Updated on 2024-04-30 GMT+08:00

Synchronizing Hudi Tasks

Creating a Hudi Task

  • Migration

    If data has been imported to the GaussDB(DWS) table using CDL, use SQL on Hudi to migrate data. Alternatively, use CDM to perform full initialization and then use SQL on Hudi to synchronize incremental data.

    1. To create the hudi.hudi_sync_state synchronization status table, you must have the administrator permission.

    1
    SELECT pg_catalog.create_hudi_sync_table();
    

    Generally, hudi.hudi_sync_state is created only once in each database.

    2. To set the CDL synchronization progress, you must have the INSERT and UPDATE permissions on the target table and the SELECT permission on the HUDI foreign table.

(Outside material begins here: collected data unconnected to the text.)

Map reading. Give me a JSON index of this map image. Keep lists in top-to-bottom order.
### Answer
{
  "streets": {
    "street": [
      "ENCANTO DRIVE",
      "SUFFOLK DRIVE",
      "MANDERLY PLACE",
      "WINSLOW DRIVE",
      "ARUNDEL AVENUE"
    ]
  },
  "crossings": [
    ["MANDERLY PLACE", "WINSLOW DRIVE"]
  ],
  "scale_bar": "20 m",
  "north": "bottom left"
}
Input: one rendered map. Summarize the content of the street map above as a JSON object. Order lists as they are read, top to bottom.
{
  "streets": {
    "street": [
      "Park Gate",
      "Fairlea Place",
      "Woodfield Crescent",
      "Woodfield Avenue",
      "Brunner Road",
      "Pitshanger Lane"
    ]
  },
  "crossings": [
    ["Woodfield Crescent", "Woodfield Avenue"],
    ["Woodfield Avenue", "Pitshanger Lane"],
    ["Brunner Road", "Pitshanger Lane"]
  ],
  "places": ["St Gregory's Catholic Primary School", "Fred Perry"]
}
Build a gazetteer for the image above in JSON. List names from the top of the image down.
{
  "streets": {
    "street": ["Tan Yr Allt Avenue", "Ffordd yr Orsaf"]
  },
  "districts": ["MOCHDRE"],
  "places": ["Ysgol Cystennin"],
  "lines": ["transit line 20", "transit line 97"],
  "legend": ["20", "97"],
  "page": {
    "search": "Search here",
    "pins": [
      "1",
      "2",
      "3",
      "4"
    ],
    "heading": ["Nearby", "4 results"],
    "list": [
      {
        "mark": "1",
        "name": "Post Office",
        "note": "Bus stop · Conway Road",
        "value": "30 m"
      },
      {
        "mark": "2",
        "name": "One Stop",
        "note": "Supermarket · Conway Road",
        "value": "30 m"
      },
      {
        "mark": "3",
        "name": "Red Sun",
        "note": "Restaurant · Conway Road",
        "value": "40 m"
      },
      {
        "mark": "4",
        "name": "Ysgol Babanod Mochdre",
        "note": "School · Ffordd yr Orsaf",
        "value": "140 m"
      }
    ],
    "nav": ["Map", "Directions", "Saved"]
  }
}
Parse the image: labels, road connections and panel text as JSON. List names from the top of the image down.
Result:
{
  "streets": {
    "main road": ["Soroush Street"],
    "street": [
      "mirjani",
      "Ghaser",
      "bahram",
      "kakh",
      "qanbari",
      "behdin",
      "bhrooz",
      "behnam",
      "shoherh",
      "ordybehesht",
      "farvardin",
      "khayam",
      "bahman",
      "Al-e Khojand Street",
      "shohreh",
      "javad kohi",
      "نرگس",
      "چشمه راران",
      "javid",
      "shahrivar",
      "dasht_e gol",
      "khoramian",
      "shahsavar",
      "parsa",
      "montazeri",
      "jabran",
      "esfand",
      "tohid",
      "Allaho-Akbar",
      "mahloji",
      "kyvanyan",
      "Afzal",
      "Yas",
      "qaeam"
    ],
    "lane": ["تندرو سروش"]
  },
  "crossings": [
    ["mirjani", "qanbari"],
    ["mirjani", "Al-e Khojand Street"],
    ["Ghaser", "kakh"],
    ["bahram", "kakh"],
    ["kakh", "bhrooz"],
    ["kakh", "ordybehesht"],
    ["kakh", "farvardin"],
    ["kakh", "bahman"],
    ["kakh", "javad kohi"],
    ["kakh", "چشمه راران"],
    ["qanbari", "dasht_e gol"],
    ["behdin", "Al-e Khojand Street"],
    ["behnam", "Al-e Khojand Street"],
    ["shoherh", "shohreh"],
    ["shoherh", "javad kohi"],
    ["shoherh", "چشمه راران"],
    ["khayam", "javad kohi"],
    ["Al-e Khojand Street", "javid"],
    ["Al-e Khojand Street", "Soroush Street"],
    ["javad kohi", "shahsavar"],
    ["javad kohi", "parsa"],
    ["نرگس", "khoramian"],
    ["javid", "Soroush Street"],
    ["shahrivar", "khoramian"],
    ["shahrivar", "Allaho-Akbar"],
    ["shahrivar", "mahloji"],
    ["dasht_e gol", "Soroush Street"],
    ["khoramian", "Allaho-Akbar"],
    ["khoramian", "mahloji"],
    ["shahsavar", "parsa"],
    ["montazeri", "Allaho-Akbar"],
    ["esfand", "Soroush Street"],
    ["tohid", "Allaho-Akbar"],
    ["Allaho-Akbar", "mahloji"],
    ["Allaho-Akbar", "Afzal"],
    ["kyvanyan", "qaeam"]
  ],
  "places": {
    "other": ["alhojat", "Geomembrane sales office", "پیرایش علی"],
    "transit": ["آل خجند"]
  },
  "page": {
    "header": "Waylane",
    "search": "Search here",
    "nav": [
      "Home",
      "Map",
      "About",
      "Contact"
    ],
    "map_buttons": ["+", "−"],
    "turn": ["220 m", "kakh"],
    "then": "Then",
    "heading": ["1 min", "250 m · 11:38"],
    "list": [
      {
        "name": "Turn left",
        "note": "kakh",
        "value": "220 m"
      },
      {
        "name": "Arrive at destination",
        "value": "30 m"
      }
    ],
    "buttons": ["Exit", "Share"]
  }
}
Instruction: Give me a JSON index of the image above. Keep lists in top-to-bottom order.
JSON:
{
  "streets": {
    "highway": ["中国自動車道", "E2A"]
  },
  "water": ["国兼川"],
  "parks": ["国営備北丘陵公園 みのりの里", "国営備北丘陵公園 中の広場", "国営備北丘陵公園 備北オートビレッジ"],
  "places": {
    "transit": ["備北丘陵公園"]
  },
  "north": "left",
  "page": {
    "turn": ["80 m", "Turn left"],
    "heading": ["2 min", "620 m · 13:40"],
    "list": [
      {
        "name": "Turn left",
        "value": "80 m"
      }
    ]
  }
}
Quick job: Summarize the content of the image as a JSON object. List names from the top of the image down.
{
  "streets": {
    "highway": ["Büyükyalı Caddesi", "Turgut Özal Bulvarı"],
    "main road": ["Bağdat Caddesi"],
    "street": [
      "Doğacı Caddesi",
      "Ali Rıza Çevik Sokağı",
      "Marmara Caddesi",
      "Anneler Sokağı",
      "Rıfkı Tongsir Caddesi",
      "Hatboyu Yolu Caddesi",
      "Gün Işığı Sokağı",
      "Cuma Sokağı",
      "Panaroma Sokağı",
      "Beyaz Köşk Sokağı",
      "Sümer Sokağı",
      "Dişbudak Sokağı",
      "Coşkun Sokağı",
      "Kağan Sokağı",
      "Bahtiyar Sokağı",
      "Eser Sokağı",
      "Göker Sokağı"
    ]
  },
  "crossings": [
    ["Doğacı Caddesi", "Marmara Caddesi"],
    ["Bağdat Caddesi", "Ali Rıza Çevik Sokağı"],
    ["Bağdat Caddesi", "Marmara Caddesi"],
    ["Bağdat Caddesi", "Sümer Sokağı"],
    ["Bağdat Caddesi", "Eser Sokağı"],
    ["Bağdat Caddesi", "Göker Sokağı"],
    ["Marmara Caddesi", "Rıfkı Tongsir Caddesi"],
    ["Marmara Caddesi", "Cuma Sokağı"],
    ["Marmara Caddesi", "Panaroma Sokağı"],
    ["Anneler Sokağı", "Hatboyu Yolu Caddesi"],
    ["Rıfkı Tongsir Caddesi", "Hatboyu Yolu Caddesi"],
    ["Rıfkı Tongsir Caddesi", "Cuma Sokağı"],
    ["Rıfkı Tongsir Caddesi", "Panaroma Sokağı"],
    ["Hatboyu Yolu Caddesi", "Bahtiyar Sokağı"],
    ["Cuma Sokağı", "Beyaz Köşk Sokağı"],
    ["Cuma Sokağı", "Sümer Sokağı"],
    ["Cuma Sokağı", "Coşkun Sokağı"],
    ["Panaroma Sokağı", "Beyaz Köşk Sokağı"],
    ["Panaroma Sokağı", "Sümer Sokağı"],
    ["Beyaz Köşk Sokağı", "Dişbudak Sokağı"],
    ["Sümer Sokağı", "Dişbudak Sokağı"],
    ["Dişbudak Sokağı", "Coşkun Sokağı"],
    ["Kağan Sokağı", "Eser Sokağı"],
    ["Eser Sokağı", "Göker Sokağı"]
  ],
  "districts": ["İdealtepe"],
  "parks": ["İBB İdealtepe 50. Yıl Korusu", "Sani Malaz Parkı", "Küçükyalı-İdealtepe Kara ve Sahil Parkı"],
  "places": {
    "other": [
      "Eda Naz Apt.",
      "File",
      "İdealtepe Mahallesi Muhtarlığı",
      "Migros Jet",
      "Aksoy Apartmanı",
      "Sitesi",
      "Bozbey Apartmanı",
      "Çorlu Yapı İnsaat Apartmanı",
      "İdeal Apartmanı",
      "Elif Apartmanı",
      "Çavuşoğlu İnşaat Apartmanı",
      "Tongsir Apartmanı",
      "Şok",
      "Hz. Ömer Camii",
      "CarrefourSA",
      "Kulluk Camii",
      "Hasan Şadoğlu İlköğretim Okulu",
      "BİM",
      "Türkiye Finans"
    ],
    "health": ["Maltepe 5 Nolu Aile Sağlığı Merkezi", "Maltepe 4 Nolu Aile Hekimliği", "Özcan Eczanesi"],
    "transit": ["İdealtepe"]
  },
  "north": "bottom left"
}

Otherwise, the synchronization progress cannot be set.

    1
    SELECT hudi_set_sync_commit('SCHEMA.TABLE', 'SCHEMA.FOREIGN_TABLE', 'LATEST_COMMIT');
    

    Where:

    SCHEMA.TABLE indicates the name and schema of the target table for data synchronization.

    SCHEMA.FOREIGN_TABLE indicates the name and schema of the OBS foreign table.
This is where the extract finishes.